Managing Data Storage

Table of contents

  1. Introduction
  2. Understanding Data Storage Concepts
  3. Creating a Data Storage Location
  4. Assigning Data Storage to Sessions
  5. Dynamic Data Linking
  6. Best Practices
  7. Troubleshooting Common Issues
  8. Integration with Analysis Workflows
  9. Next Steps

Introduction

Data storage in BrainSTEM provides a flexible way to link your metadata to actual data files stored on various platforms. This tutorial covers how to set up data storage locations, associate them with sessions, and configure dynamic data linking for seamless access to your raw data.

Understanding Data Storage Concepts

BrainSTEM’s data storage system consists of three key components:

  1. Data Storage Locations: Define where your data is physically stored (servers, cloud, local drives)
  2. Data Organization: How your files are structured within the storage location
  3. Data Protocols: How to access the data (paths, URLs, access methods)

Creating a Data Storage Location

Step 1: Navigate to Data Storage

  1. From the dashboard, go to Personal AttributesData storage in the left navigation menu
  2. Click the Add data storage button in the top right corner

Step 2: Configure Basic Information

Fill in the basic details:

FieldDescription
NameDescriptive name for your data storage (e.g., “Lab Server 01”, “Cloud Storage Main”)
Authenticated groupsGroups that can access this data storage (required)
DescriptionDetails about stored data types and access requirements
Public accessWhether this storage should be publicly accessible

Permissions are directly set on data storages. Data storage has four permission levels: membership (read access), contributors, managers, and owners.

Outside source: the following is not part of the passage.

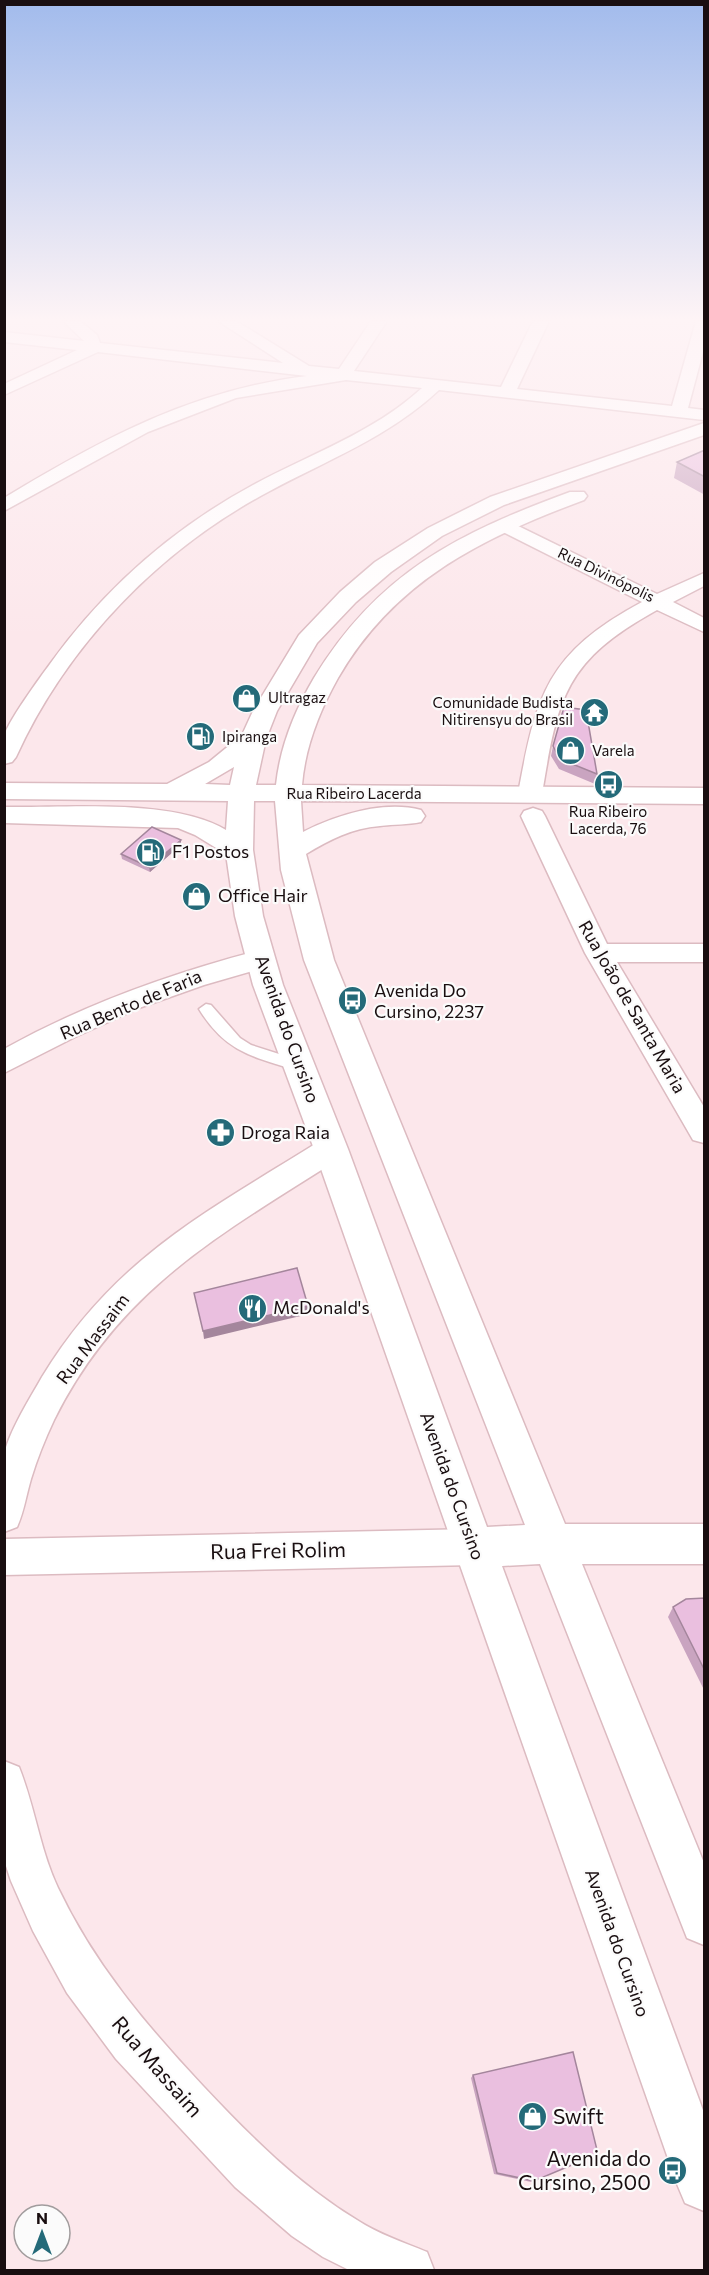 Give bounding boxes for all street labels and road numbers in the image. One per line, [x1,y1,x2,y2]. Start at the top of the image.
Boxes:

Choose names that clearly identify the storage location and its purpose. Other lab members will see these names when creating sessions.

Step 3: Define Data Organization

Configure how your data is organized within the storage location. This defines the hierarchy of folders/directories:

Available organization elements:

  • Projects
  • Collections
  • Cohorts
  • Subjects
  • Sessions
  • Years

Example organization structures:

Subjects → Sessions
Projects → Subjects → Sessions

Add organization elements that match your lab’s file structure conventions using the available element types.

Step 4: Configure Data Storage Protocols

Set up how to access your data storage. You can configure multiple protocols for the same storage location, e.g.:

Storage TypeProtocolPath ExamplePublic
Local DriveLocal Storage/Users/researcher/data/No
Network/ServerSMB/CIFSsmb://uni.domain/group/data/No
Cloud StorageDropboxdata/myprojectNo
Public RepositoryHTTPS/Webhttps://dandiarchive.org/dandiset/123456/Yes

You can configure multiple protocols for the same data storage. This allows flexibility in how different users or systems access the same data.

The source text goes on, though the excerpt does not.